Earth science

IBM and NASA will use artificial intelligence to investigate climate change

Earth science

The technology giant IBM and the US space agency, NASA, teamed up to investigate climate change through the use of artificial intelligence (AI). With the technology of foundational models they will seek to collect and analyze data regarding this topic.

To understand this alliance, in a joint communication from IBM and NASA it is explained that foundational models are “types of AI models that are trained on a large set of unlabeled data, that can be used for different tasks and allow information to be applied about one situation to another.

As explained, in recent years the volume of information resulting from Earth observation that has been collected has increased.

Faced with this vastness of data, IBM and NASA created this alliance to “provide researchers with an easier way to analyze and obtain insights from these large data sets. IBM’s foundational model technology has the potential to accelerate the discovery and analysis of this data to rapidly advance scientific understanding of Earth.”

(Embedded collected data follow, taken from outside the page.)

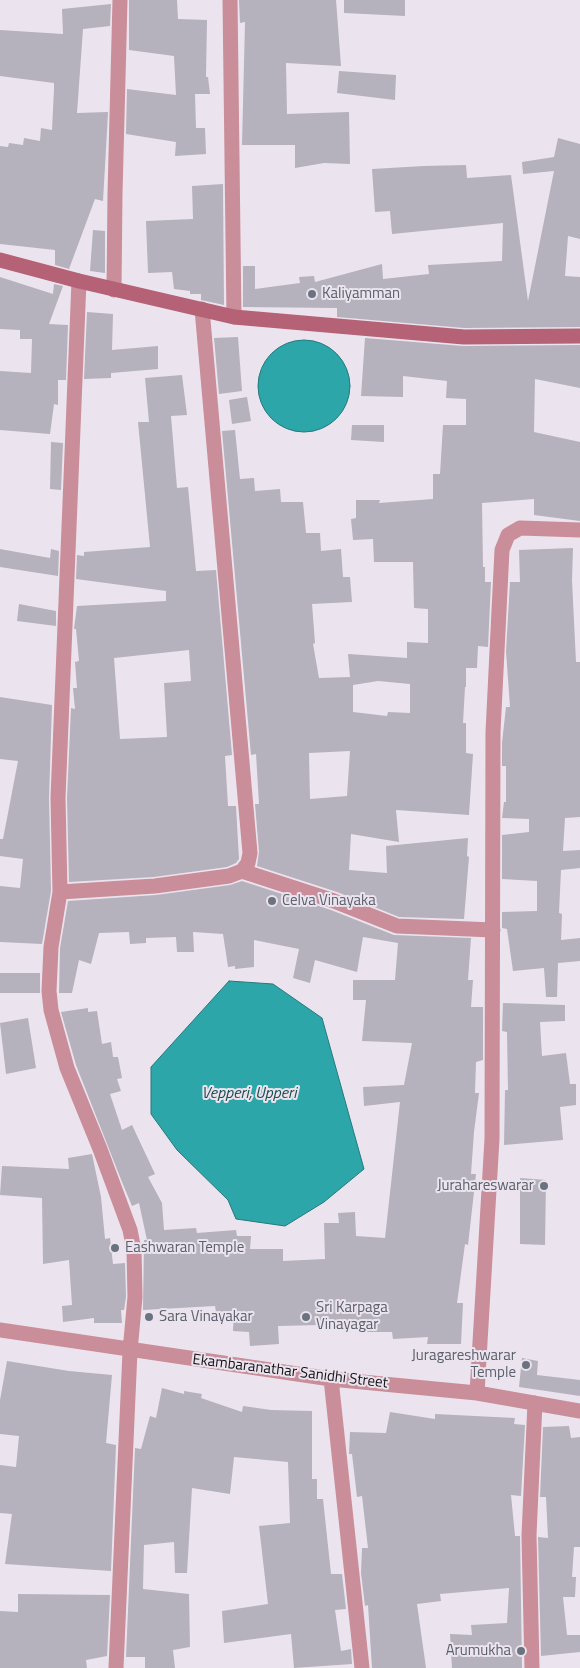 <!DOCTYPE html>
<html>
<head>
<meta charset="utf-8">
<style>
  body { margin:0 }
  canvas { display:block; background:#ebe3ed }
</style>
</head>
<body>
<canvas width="580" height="1668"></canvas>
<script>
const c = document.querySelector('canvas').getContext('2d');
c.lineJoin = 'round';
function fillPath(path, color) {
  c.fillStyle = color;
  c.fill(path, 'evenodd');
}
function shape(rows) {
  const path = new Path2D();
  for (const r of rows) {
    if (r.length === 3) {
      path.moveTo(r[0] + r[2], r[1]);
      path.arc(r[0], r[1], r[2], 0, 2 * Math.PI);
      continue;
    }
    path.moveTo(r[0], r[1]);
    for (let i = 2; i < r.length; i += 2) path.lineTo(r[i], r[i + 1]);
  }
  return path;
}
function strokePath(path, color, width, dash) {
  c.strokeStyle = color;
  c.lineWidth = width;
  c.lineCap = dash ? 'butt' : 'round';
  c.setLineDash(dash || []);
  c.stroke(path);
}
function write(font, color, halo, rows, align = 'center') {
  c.font = font + ' "Titillium Web",sans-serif';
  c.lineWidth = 4;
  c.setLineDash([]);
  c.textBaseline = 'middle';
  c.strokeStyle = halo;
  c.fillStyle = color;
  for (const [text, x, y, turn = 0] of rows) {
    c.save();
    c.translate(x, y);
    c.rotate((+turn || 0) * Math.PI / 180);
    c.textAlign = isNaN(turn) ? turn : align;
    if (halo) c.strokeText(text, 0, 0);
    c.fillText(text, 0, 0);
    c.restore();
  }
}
const water = shape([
  [304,386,46],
  [229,981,273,984,322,1018,364,1169,324,1202,285,1226,236,1219,228,1200,177,1150,151,1114,151,1067,229,981]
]);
fillPath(water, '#2ca6a9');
strokePath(water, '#257a7d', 1);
fillPath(shape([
  [129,0,177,0,178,19,207,20,206,77,208,77,210,94,195,94,196,128,205,128,206,154,175,156,176,142,126,134,127,89,176,95,174,56,129,50],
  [239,0,336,0,341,66,286,63,287,114,349,112,350,164,324,163,295,168,295,145,242,145,245,22,240,23],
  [344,0,405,0,405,16,344,13],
  [111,4,110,26,83,29,77,113,108,112,107,131,103,201,95,199,69,269,55,265,55,250,0,244,0,146,8,147,9,143,23,145,24,138,40,141,41,128,52,130,54,89,54,83,0,76,0,30,63,34,62,9],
  [339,71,396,75,395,100,337,93],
  [558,138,580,144,580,239,568,236,565,276,580,277,580,327,464,328,337,317,337,308,243,307,243,266,255,266,255,289,300,283,299,277,314,276,315,282,382,264,383,279,429,274,428,265,502,261,503,223,392,234,390,211,375,212,372,169,424,166,466,165,467,178,511,175,528,301,554,171,523,174,522,162,554,157],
  [223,184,224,305,201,300,201,294,190,294,190,291,174,289,172,272,148,273,146,221,193,219,192,186],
  [93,230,105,231,105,273,90,271],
  [0,277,53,294,54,284,63,286,49,324,68,325,66,380,58,380,58,405,54,404,50,434,0,430,0,371,31,373,32,339,20,339,20,330,0,329],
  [87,312,113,314,112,350,158,346,158,369,111,373,111,378,84,379],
  [238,337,242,391,219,394,214,338],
  [365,338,463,346,580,345,580,388,535,379,534,432,580,442,580,521,534,515,534,499,482,503,483,567,485,567,485,582,491,582,488,647,478,646,477,668,466,668,466,687,465,687,463,723,466,723,466,753,473,754,469,815,396,810,399,842,351,834,349,870,387,873,386,846,468,838,467,856,469,857,464,919,399,917,337,892,257,866,259,852,255,804,259,804,256,754,251,755,222,431,235,430,240,479,254,478,255,491,280,489,281,502,303,502,306,533,320,533,321,551,341,549,343,577,350,577,352,602,312,604,315,643,313,644,319,678,350,677,348,654,407,658,407,642,428,643,428,609,414,608,413,562,374,562,373,539,353,540,351,519,356,518,356,500,380,500,379,503,433,499,433,474,440,474,443,425,466,425,466,399,446,398,447,381,403,376,403,397,361,396],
  [378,681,410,684,410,713,388,712,387,716,353,712,353,685],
  [350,751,347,796,310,799,309,753],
  [182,375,187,415,171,416,177,488,188,487,196,571,216,570,232,755,225,756,228,806,236,806,239,859,236,863,227,867,154,877,69,882,67,798,71,708,75,709,73,688,77,688,75,662,79,661,76,629,74,629,77,606,166,601,166,591,76,579,77,555,84,556,84,552,150,547,138,422,149,422,145,378],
  [189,650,191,681,164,683,167,737,120,739,114,658],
  [247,397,251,421,232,424,229,400],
  [352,425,384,425,384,442,351,440],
  [51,442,63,443,61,490,50,489],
  [573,548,572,580,576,662,580,662,580,817,565,818,563,851,580,850,580,868,561,870,559,913,562,914,561,940,580,938,580,961,558,963,557,997,546,997,544,968,513,971,507,929,502,928,502,912,537,911,537,881,502,879,502,835,529,832,529,819,502,818,504,802,506,802,506,766,502,766,502,743,506,707,510,707,506,651,510,582,520,582,519,550],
  [0,549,50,558,51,549,59,551,58,576,0,567],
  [19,604,56,611,56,626,17,621],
  [0,697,52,705,49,798,51,891,42,944,0,942,0,886,20,888,23,859,0,856,0,839,3,839,18,761,0,759],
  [242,881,331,910,394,935,471,938,468,980,473,980,471,1007,483,1007,483,1060,476,1062,475,1093,479,1093,474,1132,471,1174,476,1174,468,1245,465,1244,457,1303,463,1303,461,1344,427,1344,428,1337,393,1339,392,1332,360,1332,360,1324,278,1326,279,1344,250,1346,249,1332,233,1331,234,1311,216,1312,215,1306,143,1310,144,1240,147,1240,139,1203,132,1206,122,1182,76,1065,61,1012,88,1008,88,1012,97,1011,102,1044,111,1042,113,1057,118,1057,122,1078,117,1079,121,1091,110,1094,122,1130,132,1125,155,1174,148,1177,162,1203,164,1230,196,1228,197,1233,236,1230,237,1236,251,1236,250,1249,283,1249,283,1261,325,1259,324,1223,339,1223,338,1213,355,1212,356,1236,385,1238,400,1102,364,1106,363,1087,404,1085,412,1043,362,1041,366,1000,353,1000,353,980,395,980,398,943,363,937,357,972,315,960,310,983,293,978,299,949,254,940,254,967,235,969,235,966,228,967,223,934,193,932,194,952,177,952,176,937,146,938,146,943,130,944,129,932,99,933,91,964,79,960,72,993,59,993,60,948,68,901,156,895,230,885],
  [0,973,40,973,40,993,0,993],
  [503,1003,565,1005,565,1021,540,1022,542,1056,566,1053,570,1084,576,1084,576,1105,560,1107,563,1140,504,1145,505,1090,508,1090,507,1032,502,1031],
  [28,1018,36,1068,6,1074,0,1023],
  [92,1154,101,1197,105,1239,110,1238,113,1264,125,1263,126,1297,124,1310,121,1310,122,1323,94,1323,94,1318,63,1322,62,1306,72,1305,69,1260,43,1264,42,1198,0,1195,2,1166,69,1169,68,1158],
  [520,1178,546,1180,545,1245,520,1244],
  [522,1358,538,1361,537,1375,580,1380,580,1396,519,1387],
  [7,1361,69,1371,112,1375,106,1443,116,1445,111,1571,5,1564,12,1514,0,1513,0,1465,16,1467,19,1436,0,1434,0,1400],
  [162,1388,184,1394,184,1391,202,1394,201,1398,242,1412,243,1406,271,1410,312,1411,312,1479,317,1479,317,1499,323,1499,331,1574,342,1574,346,1609,335,1610,341,1651,351,1649,352,1664,294,1668,291,1634,224,1643,222,1611,268,1604,259,1526,290,1523,288,1462,234,1457,230,1494,192,1488,187,1573,175,1573,174,1542,144,1545,143,1589,189,1594,190,1647,173,1650,175,1668,145,1668,145,1657,126,1657,135,1448,141,1449,150,1416,156,1418],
  [390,1412,435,1419,435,1414,515,1418,514,1424,525,1425,521,1496,511,1495,515,1536,520,1536,522,1668,452,1668,450,1634,472,1635,471,1625,507,1623,509,1588,440,1594,441,1601,417,1604,426,1668,372,1668,368,1605,365,1606,361,1573,362,1548,368,1548,362,1496,357,1497,352,1454,349,1454,350,1432,386,1433],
  [569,1426,571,1438,580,1437,580,1547,574,1547,572,1577,576,1577,575,1597,563,1597,567,1635,580,1635,580,1652,541,1656,538,1537,548,1538,546,1497,540,1497,543,1427],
  [18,1594,110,1595,107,1656,86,1660,87,1668,0,1668,0,1611,18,1612]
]), '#b5b2bd');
strokePath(shape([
  [230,0,234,317],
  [79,281,58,798,60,892,51,947,49,991,51,1010,67,1068,100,1149,130,1230,134,1250,135,1297,130,1351,116,1668],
  [114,290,115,194,120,0],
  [242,871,334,901,397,926,493,930],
  [60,892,155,886,229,876,242,871,248,863,250,853,202,309],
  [0,1330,331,1379,477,1393,580,1411],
  [331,1379,362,1668],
  [477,1393,492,1139,493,732,502,550,508,535,520,528,580,530],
  [532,1668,529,1535,535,1403]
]), '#c98e9a', 15);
strokePath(shape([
  [0,260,79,281,234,317,464,337,580,336]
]), '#b56176', 15);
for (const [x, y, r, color] of [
  [312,294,5,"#6b7280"],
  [272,901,5,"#6b7280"],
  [544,1186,5,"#6b7280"],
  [115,1248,5,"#6b7280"],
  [149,1317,5,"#6b7280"],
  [306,1317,5,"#6b7280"],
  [526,1365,5,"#6b7280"],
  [521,1651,5,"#6b7280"]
]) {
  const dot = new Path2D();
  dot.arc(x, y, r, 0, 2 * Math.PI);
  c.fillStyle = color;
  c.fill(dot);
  strokePath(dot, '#ebe3ed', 2);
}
write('15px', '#5b616d', '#ebe3ed', [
  ["Kaliyamman",322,294],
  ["Celva Vinayaka",282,901],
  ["Jurahareswarar",534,1186,"right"],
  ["Eashwaran Temple",125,1248],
  ["Sri Karpaga",316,1308],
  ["Vinayagar",316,1325],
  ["Sara Vinayakar",159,1317],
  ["Juragareshwarar",516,1356,"right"],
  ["Temple",516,1373,"right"],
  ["Arumukha",511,1651,"right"]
], 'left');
write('15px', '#151316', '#ebe3ed', [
  ["Ekambaranathar Sanidhi Street",290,1372,7]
]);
write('italic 16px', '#1b4d4f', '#ebe3ed', [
  ["Vepperi, Upperi",249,1094]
]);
</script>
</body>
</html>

Raghu Ganti, Principal Investigator at IBM, assured that “the application of foundational models will allow very valuable knowledge and information to be available to a much broader group of researchers, companies and citizens.”

The results expected by IBM and NASA

Both organizations explain that the expected outcome of the alliance is the compilation of an “easily searchable corpus of Earth Science literature.”

For this, IBM developed a natural language processing model trained on nearly 300,000 Earth science journal articles to organize the literature and facilitate the discovery of new knowledge.

“The beauty of foundational models is that they can potentially be used for many downstream applications,” explained Rahul Ramachandran, a senior researcher at NASA’s Marshall Space Flight Center in Huntsville, Alabama. With this possibility, IBM and NASA also put on the table the possibility of creating a foundational model for weather and climate prediction.